Domain Name System (DNS) Fundamentals
DNS Record Types
DNS records are instructions stored in authoritative nameservers that tell the internet how to handle traffic for a domain. Here's the full breakdown:
The Most Important Records
A Record — the most fundamental record. Maps a domain name to an IPv4 address.
jamestarleton.com → A → 123.1.2.3
AAAA Record — same as A but for IPv6 addresses.
jamestarleton.com → AAAA → 2011:db8::1
CNAME (Canonical Name) — maps a domain alias to another domain name, not an IP. The lookup chain continues until an A record is found.
www.jamestarleton.com → CNAME → jamestarleton.com
Important rule: a CNAME cannot coexist with other records on the same name. You can't put a CNAME on a root/apex domain (jamestarleton.com) for this reason — use ALIAS or ANAME instead (CloudFlare/Cloudflare support these as extensions).
MX (Mail Exchange) — tells mail servers where to deliver email for a domain. Has a priority number — lower number = higher priority.

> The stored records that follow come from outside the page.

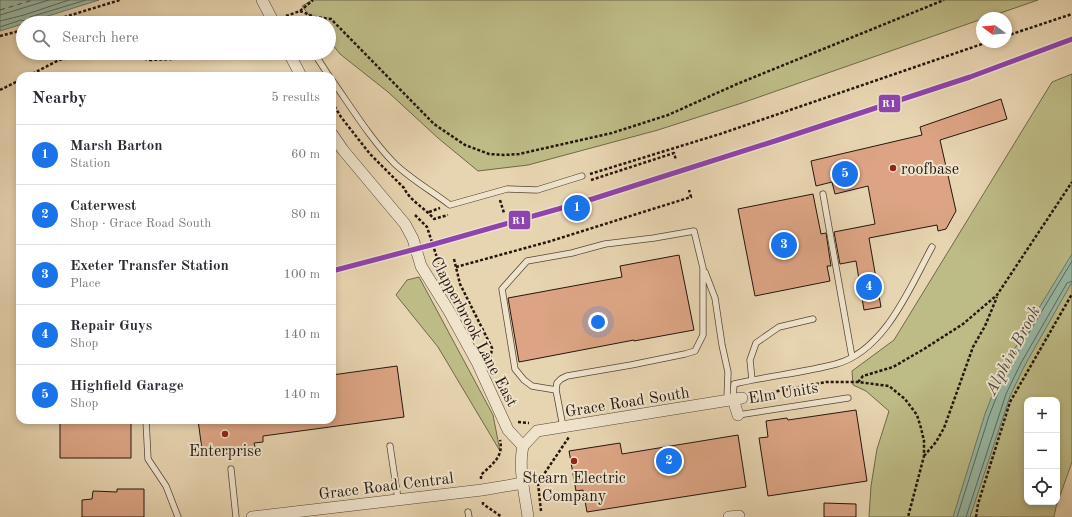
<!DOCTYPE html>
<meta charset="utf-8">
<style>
body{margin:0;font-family:"Old Standard TT",serif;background:#f7f7f7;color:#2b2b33}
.controls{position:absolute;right:12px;bottom:12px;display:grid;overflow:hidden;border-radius:8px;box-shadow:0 2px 6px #0003}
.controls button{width:36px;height:36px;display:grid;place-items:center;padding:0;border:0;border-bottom:1px solid #e1e1e2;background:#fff;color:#2b2b33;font:20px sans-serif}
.compass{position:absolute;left:976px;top:12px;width:36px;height:36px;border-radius:50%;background:#fff;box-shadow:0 2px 6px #0003;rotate:286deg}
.you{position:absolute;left:598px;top:322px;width:14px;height:14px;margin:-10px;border:3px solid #fff;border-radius:50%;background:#1a73e8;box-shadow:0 0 0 6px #1a73e833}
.badge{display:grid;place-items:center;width:26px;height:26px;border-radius:50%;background:#1a73e8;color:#fff;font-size:13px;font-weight:700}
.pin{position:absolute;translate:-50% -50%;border:2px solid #fff;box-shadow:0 1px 4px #0006}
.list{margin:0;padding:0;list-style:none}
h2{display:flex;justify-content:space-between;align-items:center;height:52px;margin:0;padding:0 16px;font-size:17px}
h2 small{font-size:13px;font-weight:400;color:#7c7c81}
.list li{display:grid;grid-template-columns:26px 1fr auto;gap:12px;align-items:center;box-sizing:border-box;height:60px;padding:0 16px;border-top:1px solid #e1e1e2}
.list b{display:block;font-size:15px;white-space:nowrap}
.list p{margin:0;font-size:13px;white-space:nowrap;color:#7c7c81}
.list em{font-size:13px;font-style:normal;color:#7c7c81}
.icon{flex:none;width:22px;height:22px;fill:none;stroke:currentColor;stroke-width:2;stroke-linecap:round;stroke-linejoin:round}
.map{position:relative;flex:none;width:1072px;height:517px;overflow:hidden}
.search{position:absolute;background:#fff;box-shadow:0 2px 6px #0003;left:16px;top:16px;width:320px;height:44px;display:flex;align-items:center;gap:10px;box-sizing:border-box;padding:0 14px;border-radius:22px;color:#7c7c81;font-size:15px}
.panel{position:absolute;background:#fff;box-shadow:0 2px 6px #0003;left:16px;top:72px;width:320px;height:352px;border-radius:12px}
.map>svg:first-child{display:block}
</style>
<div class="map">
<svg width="1072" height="517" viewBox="0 0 1072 517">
<rect width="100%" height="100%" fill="#e7d4b0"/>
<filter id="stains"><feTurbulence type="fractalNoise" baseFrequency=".005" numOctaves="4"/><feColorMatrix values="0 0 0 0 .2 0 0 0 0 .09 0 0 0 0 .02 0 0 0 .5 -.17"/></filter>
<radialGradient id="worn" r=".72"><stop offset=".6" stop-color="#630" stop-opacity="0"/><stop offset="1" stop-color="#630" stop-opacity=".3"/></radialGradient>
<path fill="#bdbb86" stroke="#70684a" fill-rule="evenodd" d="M312 0H1038L986 18H982V19L742 103 658 130 528 165 478 171 438 138 388 92 340 54 329 40V23H315L302 6Z
M1072 74V462L1056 507 1054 517H869L871 486 877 449 889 411 866 391 853 385 852 371 894 340 1052 82ZM1027 400H1057V502H1027Z
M419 277 493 415 500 451 438 347 396 295 407 280Z"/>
<path fill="#98b9a5" stroke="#6a7869" d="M0 0H99L0 31Z
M1072 254V282L1025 365 1010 396 970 517H953L985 414 1001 373 1023 334Z"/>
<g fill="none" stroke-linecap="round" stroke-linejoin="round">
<path stroke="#5e685a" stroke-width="1" d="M0 15 49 0
M0 21 24 15 69 0
M0 27 21 20 26 21 30 17 86 0
M957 517 989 416 1005 375 1027 336 1072 261
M966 517 1006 394 1021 363 1067 283 1072 281"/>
<path stroke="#4d4f44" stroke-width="1" stroke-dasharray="5 4" stroke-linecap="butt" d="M0 10 33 0"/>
</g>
<path fill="#dca484" stroke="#24160f" d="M1001 99 1007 119 940 140 956 211 946 229 938 231 937 225 869 238 881 307 864 310 856 261 840 264 834 232 875 224 868 186 835 194 832 182 816 186 811 161 922 135 920 127Z
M813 194 821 234 826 233 831 266H827L830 281 755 296 738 209Z
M679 255 694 330 634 341V340L519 362 508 298 622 277 620 266Z
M397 366 404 417 263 436V442L254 443 256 450 203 457 198 420H332V375Z
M856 410 867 481 768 496 759 438 768 437 766 421 787 418 788 420Z
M60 420H131V458H60Z
M738 435 746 487 587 512 583 490 576 491 569 451 620 443 622 454Z
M117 489H144V517H82V500L92 499 93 491 117 492Z
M824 503 856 504V517H824Z"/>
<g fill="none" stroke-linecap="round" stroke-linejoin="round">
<defs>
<path id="lane" d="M314 53 329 76
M332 80C351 107 372 141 395 164 412 180 432 191 450 205L507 189 537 190 582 176
M823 194 852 357
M705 272 715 298 722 345 728 372 727 400
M752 380 750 360 756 343 779 327 813 319
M556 390 532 386 524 380 515 369 502 289 527 261 572 253 605 244 654 238 694 231 703 268V335L695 351 685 354 631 365 567 376 561 379 557 383 556 390 563 427
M733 399 734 384C768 376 802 373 836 364 885 351 910 287 932 247
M738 415 848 398
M146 420 148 459 166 486 178 517
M390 446 398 499
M231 469 236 517
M468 512 469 517"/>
<path id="street" d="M262 0 274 23
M289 53 301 76
M332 134 343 150 405 224 413 239 421 266 449 311 477 362 508 430 523 446
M733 399 738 415
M523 446 537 431 742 398
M523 446C518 467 525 495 528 517
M252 517 482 490 523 483
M729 517 739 516"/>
</defs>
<use href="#lane" stroke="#554637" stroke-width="7"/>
<use href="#street" stroke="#554637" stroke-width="12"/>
<path stroke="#24160f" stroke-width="2.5" stroke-dasharray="3 2" stroke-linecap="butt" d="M300 11 315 17 331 19 434 124 465 145 489 154 504 155 519 154 612 133 668 115 737 84 944 0
M286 16 300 11 313 0
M45 23 120 0
M0 36 23 30
M1006 36 1072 14
M120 53 150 60 174 59 195 53
M28 76 59 60 91 53
M0 90 20 80
M332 102 341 117 370 154 404 188C410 201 425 208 434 219L448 215
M590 174 720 134 988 42
M591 180 674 153 676 160
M500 200 504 213
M429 212 440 208
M415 215 427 227 444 279
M454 259 460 284 492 348 490 362
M456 267 551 241 691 197 689 190
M858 382 863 376 893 367 924 349 963 324 997 295 1072 182
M752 396 826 382H858L889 386 905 399 917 415 921 428 924 441V456L908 517
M518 422 529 423
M924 456 936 442 944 428 973 347 985 326 997 297
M481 479V475C492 464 504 457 500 440
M483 502V504L502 517
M541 511 538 483 569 437
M976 517 978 504 1010 402 1072 294"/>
<use href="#lane" stroke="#efe3cc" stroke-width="5.5"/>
<use href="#street" stroke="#efe3cc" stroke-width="11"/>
<defs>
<path id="rail-1" d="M332 271 431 245 583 202 778 140 970 77 1072 39"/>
</defs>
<use href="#rail-1" stroke="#efe3cc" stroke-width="8"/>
<use href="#rail-1" stroke="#8e44ad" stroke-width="5"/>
</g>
<g fill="#8f2418" stroke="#efe3cc" stroke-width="1.5">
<circle cx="893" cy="168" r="4"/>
<circle cx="225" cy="434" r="4"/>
<circle cx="574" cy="461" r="4"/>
</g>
<g text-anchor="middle" stroke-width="4" stroke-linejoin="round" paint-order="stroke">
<g font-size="16" fill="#24160f" stroke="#efe3cc">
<text x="901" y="174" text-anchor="start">roofbase</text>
<text x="225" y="456">Enterprise</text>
<text x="574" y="483">Stearn Electric<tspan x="574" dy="18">Company</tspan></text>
</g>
<g font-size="16" fill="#24160f" stroke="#efe3cc">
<text transform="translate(475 331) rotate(62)" y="6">Clapperbrook Lane East</text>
<text transform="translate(783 392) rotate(-9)" y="6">Elm Units</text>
<text transform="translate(627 401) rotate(-9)" y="6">Grace Road South</text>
<text transform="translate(386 485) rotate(-7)" y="6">Grace Road Central</text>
</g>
<g font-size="17" font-style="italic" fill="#4d4f44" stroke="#efe3cc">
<text transform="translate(1012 350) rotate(-62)" y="6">Alphin Brook</text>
</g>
</g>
<g stroke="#efe3cc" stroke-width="1.5">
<rect x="878" y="94" width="23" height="19" rx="4" fill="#8e44ad"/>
<rect x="508" y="210" width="23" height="20" rx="4" fill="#8e44ad"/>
</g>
<g font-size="11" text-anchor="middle" font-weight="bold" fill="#fff">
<text x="889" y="107">R1</text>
<text x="519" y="224">R1</text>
</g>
<rect width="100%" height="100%" filter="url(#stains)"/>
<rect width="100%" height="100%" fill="url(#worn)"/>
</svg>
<div class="controls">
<button>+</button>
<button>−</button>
<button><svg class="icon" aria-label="locate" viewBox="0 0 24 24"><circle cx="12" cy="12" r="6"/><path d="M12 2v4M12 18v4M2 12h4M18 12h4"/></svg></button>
</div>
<svg class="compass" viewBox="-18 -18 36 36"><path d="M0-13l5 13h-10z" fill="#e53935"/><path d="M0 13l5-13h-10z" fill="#7c7c81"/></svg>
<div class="you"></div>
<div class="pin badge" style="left:577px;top:208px">1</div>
<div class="pin badge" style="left:669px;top:461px">2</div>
<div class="pin badge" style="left:784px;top:245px">3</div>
<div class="pin badge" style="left:869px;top:287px">4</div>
<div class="pin badge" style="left:845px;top:174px">5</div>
<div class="search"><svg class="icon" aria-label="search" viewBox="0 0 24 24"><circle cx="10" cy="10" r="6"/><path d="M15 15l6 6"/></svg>Search here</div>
<section class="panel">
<h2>Nearby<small>5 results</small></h2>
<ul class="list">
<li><span class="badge">1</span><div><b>Marsh Barton</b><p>Station</p></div><em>60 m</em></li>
<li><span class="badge">2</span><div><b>Caterwest</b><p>Shop · Grace Road South</p></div><em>80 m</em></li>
<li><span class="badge">3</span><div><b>Exeter Transfer Station</b><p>Place</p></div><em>100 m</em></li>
<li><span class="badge">4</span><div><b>Repair Guys</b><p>Shop</p></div><em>140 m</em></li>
<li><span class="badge">5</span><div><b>Highfield Garage</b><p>Shop</p></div><em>140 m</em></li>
</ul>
</section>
</div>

jamestarleton.com → MX 10 mail1.jamestarleton.com
jamestarleton.com → MX 20 mail2.jamestarleton.com
NS (Nameserver) — delegates a domain or subdomain to a specific nameserver. This is how CloudFlare takes over DNS authority for a domain.
jamestarleton.com → NS → a1-67.akam.net
TXT Record — stores arbitrary text. Used heavily for verification and security.
jamestarleton.com → TXT → "v=spf1 include:sendgrid.net ~all"
Security Records (TXT-based)
These all live inside TXT records but serve critical security functions:
SPF → Which mail servers are allowed to send email for this domain
DKIM → Cryptographic signature to verify email wasn't tampered with
DMARC → Policy for what to do when SPF/DKIM fail (quarantine, reject, report)
Together SPF + DKIM + DMARC protect against email spoofing and phishing.
Other Record Types
SOA → Start of Authority. Metadata about the zone itself (serial, refresh, TTL defaults)
PTR → Reverse DNS. Maps an IP address back to a hostname. Used in email reputation
SRV → Service locator. Points to host + port for specific protocols (SIP, XMPP, etc)
CAA → Certificate Authority Authorization. Controls which CAs can issue SSL certs
TLSA → DANE. Pins a TLS certificate to a domain via DNS
Can DNS Do Redirects?
Directly — no. DNS does not speak HTTP, so it has no concept of 301 or 302 redirects. DNS only resolves names to IP addresses.
However there are patterns that achieve redirect-like behavior:
CNAME chaining — not a true redirect but points one domain to another:
old-domain.com → CNAME → new-domain.com
The browser still lands on old-domain.com in the address bar though — no URL change.
The real answer — DNS + a web server or CDN layer:
DNS resolves old-domain.com → IP of server or CDN
Server / CDN issues 301 → https://new-domain.com
Browser follows redirect → new URL in address bar
This is exactly what CloudFlare does. You point your DNS at CloudFlare's edge, and CloudFlare's configuration handles the HTTP 301/302 redirect rules. The DNS just gets traffic to CloudFlare — the redirect logic lives in the CDN config.
Priority / Importance Ranking
Rank Record Why
────────────────────────────────────────────────────
1 A / AAAA Nothing works without this
2 NS Delegates authority — wrong NS = domain is broken
3 MX Email delivery
4 CNAME Subdomains, CDN integration (www, cdn, api, etc)
5 TXT/SPF Email security — missing this = your email goes to spam
6 DKIM Email authentication
7 DMARC Email policy enforcement
8 CAA SSL cert issuance control
9 SOA Zone integrity
10 PTR Email reputation / reverse lookups
For a site like jamestarleton.com running on CloudFlare, the most critical records in practice are A/CNAME → CloudFlare edge IPs, NS → CloudFlare DNS, MX, and the SPF/DKIM/DMARC trio for email security.